Difficile de s’y retrouver entre les deux versions des faits proposées par le prévenu et sa victime. Le juge leur a fait répéter plusieurs fois certains épisodes. (Photo : Julien Garroy)

Maria et Ivano sont difficiles à suivre. Eux-mêmes ne se comprennent plus. Ils ont définitivement fermé la porte sur une relation que les juges ont dû, non sans mal, arbitrer, mercredi.
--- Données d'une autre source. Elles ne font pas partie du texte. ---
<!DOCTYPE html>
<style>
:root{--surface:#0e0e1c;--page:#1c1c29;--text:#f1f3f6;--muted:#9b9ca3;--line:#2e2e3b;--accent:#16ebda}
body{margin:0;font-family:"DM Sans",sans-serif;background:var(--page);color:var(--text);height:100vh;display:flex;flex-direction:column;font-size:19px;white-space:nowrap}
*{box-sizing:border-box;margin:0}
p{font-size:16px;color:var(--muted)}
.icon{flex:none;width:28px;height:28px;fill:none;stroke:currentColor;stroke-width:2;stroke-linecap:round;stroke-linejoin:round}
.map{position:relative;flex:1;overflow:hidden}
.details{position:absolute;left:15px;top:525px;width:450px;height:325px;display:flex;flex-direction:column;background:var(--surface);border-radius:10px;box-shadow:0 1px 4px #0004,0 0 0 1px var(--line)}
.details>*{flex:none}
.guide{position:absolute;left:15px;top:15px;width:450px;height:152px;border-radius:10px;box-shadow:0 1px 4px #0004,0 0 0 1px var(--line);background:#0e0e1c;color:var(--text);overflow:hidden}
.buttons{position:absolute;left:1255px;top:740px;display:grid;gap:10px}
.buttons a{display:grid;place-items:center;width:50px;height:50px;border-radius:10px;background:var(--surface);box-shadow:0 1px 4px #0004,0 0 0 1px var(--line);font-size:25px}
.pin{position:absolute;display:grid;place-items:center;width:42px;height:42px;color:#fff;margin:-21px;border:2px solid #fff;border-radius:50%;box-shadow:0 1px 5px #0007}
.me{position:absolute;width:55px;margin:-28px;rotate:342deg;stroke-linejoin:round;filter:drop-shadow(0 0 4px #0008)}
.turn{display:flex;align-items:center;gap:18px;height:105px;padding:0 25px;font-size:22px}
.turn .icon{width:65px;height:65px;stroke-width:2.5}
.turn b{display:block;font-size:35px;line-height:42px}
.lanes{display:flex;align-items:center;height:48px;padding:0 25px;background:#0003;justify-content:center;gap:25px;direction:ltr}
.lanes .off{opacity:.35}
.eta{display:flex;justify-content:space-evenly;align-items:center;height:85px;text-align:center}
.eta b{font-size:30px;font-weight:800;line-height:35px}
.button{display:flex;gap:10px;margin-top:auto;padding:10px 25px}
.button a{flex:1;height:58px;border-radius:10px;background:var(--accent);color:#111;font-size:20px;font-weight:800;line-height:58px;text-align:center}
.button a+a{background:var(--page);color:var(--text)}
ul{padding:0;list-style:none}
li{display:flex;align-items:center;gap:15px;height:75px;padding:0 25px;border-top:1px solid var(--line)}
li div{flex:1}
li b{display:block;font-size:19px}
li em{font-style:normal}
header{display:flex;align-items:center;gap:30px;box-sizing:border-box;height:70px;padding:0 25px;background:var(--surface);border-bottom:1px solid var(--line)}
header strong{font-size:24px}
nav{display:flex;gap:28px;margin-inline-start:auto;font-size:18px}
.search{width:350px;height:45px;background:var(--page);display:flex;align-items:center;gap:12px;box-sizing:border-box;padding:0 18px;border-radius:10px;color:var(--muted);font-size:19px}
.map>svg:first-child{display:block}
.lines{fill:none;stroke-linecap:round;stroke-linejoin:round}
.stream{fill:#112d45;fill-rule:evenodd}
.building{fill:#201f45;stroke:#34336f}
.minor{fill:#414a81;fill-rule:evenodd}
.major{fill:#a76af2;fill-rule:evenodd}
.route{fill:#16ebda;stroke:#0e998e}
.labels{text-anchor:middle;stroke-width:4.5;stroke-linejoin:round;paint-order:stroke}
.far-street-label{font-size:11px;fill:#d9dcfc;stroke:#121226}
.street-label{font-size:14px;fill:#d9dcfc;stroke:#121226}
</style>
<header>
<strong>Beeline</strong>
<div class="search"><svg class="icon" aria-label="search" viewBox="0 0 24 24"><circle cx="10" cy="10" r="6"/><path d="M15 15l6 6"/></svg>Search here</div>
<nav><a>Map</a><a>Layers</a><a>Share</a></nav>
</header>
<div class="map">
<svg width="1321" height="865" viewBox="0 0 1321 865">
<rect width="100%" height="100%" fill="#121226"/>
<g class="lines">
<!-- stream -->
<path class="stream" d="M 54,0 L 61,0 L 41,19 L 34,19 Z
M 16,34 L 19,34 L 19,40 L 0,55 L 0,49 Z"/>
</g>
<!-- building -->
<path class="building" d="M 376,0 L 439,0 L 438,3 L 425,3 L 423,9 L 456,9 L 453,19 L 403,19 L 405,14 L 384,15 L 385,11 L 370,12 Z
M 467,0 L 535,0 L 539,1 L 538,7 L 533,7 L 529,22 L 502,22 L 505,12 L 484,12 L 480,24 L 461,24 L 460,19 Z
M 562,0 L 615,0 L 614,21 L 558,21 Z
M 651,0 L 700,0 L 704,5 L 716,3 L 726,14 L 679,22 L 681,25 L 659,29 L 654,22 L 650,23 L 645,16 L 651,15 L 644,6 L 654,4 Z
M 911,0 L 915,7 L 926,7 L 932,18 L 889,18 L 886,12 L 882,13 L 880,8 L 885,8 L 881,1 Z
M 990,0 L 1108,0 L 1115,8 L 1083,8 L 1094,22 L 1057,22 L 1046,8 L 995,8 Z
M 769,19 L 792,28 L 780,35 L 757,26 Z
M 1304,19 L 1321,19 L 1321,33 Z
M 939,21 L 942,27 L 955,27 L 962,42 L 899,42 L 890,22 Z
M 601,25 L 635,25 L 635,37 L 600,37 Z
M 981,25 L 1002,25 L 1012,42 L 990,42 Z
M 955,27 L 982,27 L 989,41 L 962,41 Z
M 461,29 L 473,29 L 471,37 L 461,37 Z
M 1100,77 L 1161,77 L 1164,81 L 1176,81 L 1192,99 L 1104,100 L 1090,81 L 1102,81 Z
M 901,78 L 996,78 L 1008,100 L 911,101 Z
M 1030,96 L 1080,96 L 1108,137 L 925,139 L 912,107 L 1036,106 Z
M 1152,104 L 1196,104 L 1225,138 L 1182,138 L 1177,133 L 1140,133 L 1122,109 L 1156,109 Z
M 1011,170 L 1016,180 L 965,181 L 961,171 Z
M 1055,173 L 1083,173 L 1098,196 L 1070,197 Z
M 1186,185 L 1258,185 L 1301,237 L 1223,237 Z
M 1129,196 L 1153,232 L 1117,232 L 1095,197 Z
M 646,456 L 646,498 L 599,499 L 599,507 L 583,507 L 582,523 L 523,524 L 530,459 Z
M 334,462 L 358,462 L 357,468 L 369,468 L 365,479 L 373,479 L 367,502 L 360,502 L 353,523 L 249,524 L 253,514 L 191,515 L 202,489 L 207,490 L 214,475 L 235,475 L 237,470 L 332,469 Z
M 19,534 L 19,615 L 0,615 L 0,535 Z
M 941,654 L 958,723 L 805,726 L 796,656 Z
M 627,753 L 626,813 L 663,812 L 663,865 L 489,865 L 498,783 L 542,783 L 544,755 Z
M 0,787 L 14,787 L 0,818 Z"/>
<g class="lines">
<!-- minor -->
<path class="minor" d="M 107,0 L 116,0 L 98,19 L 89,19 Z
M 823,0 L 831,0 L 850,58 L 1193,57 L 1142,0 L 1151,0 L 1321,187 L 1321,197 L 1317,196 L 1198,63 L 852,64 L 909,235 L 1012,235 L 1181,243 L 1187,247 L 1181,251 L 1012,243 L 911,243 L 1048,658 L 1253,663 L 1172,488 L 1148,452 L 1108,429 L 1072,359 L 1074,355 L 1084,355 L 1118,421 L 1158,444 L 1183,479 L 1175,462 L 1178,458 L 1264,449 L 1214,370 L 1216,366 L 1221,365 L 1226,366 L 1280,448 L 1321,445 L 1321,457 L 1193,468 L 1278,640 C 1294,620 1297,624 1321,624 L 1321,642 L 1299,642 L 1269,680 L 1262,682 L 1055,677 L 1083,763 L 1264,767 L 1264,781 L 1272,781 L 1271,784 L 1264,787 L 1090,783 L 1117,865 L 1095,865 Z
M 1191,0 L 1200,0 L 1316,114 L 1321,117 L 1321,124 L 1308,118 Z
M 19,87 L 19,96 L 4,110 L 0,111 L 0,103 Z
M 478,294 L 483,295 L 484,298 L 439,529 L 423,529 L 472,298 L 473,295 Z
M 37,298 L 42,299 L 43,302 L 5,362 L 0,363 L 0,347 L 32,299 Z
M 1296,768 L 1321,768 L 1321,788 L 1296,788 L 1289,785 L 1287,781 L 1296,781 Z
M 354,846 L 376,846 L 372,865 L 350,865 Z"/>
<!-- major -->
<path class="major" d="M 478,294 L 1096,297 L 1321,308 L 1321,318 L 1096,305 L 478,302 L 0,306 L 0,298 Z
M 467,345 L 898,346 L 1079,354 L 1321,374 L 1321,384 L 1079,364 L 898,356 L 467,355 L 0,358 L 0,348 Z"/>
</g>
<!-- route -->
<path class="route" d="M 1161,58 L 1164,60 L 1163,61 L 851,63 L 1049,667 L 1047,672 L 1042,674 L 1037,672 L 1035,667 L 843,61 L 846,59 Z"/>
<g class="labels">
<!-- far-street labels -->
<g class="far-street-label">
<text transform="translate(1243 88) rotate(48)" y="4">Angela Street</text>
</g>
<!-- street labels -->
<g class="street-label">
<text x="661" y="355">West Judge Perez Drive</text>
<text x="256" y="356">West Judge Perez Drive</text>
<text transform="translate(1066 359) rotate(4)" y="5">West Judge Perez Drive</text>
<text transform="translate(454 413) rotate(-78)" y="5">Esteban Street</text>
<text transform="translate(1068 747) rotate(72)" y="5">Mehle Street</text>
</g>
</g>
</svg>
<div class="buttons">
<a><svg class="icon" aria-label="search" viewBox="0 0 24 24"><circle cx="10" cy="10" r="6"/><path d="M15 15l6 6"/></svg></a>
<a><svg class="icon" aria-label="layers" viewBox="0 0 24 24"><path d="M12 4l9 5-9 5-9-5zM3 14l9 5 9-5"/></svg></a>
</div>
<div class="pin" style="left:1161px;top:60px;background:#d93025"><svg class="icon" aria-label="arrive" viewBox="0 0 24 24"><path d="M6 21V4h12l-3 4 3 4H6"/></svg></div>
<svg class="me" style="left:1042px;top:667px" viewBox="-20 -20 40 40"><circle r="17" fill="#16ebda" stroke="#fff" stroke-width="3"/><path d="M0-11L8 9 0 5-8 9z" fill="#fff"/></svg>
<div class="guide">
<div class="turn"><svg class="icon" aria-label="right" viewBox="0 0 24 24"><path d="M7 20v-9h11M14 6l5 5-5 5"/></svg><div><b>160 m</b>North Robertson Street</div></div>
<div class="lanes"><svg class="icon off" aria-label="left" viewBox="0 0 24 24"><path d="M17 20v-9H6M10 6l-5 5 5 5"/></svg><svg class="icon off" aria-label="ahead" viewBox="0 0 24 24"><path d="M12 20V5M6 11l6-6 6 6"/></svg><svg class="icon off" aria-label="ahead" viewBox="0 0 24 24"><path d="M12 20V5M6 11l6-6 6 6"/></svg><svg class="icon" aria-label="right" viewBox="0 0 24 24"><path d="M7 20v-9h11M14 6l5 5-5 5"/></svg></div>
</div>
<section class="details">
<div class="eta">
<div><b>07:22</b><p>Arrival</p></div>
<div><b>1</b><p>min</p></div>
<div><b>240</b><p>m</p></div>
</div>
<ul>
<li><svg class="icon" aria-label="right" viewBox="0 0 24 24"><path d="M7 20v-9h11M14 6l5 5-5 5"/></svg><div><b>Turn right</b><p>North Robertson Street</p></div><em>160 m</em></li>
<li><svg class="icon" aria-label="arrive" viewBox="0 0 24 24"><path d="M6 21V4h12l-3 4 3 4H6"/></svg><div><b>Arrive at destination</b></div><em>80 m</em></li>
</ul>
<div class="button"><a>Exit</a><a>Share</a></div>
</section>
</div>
Ivano est accusé de violences domestiques sur son ancienne compagne. Le 15 octobre 2021 au soir, Maria prévient la police après s’être disputée avec Ivano, son ancien compagnon. Le prévenu de 36 ans lui casse notamment son dentier et lui laisse un œil au beurre noir. Ce qui lui vaut un arrêt de travail de deux jours. La police décide de lancer une procédure d’éloignement domestique.

C’est la deuxième fois, selon cette femme de 44 ans, que le prévenu se montre violent à son encontre. Le 17 mai 2021, lors d’une fête d’anniversaire en Belgique, Ivano l’avait pincée à la jambe de jalousie, avance Maria, parce qu’«un beau jeune homme» l’avait un peu trop regardée. Maria l’accuse de l’avoir violée par la suite.

«Après la fête d’anniversaire, il est parti au Cap-Vert se marier avec sa cousine», ajoute Maria, qui a l’impression d’avoir été utilisée par le prévenu pendant les quatre ans qu’a duré leur relation. «Je l’ai ramené d’Espagne où il ne travaillait pas. J’ai financé une maison au Cap-Vert à son nom, on a acheté trois voitures à son nom.»

Dépitée, elle réclame une indemnité de 20 000 euros pour les coups reçus. Le président de la 7e chambre correctionnelle du tribunal d’arrondissement de Luxembourg lui rappelle que «le préjudice doit être en lien causal avec les infractions libellées par le parquet». La victime présumée est gourmande.

Sa décision était prise

Maria avait pris la décision de le mettre à la porte de leur domicile bien avant le 15 octobre 2021 et aurait attendu un bon prétexte pour passer à l’acte, se défend le prévenu qui «ne pouvait plus manger ni boire» parce qu’elle avait décidé de rompre. Le jeune homme est dégoulinant de romantisme comme dans un mauvais roman de gare. Son récit est difficile à suivre.

Ivano se serait confié à sa sœur par téléphone sur sa situation affective le soir des faits. Maria l’a entendu «dire du mal» d’elle de derrière la porte d’entrée de leur appartement. «Il a dit que je voulais un enfant de lui et que, heureusement, Dieu ne m’en a pas donné», explique Maria qui finit par faire irruption dans l’appartement, convaincue qu’il la trompe.

La situation dégénère. Ivano frappe Maria, selon la jeune femme. Maria tire Ivano par les cheveux qu’il portait longs à l’époque, selon le prévenu qui se serait retrouvé en caleçon dans la rue. Ivano nie les coups. «Si je comprends bien, c’est lui qui est la victime dans cette histoire», tente de résumer le président de la chambre correctionnelle. «Vous n’avez pas eu mal aux cheveux? Ou au cuir chevelu?»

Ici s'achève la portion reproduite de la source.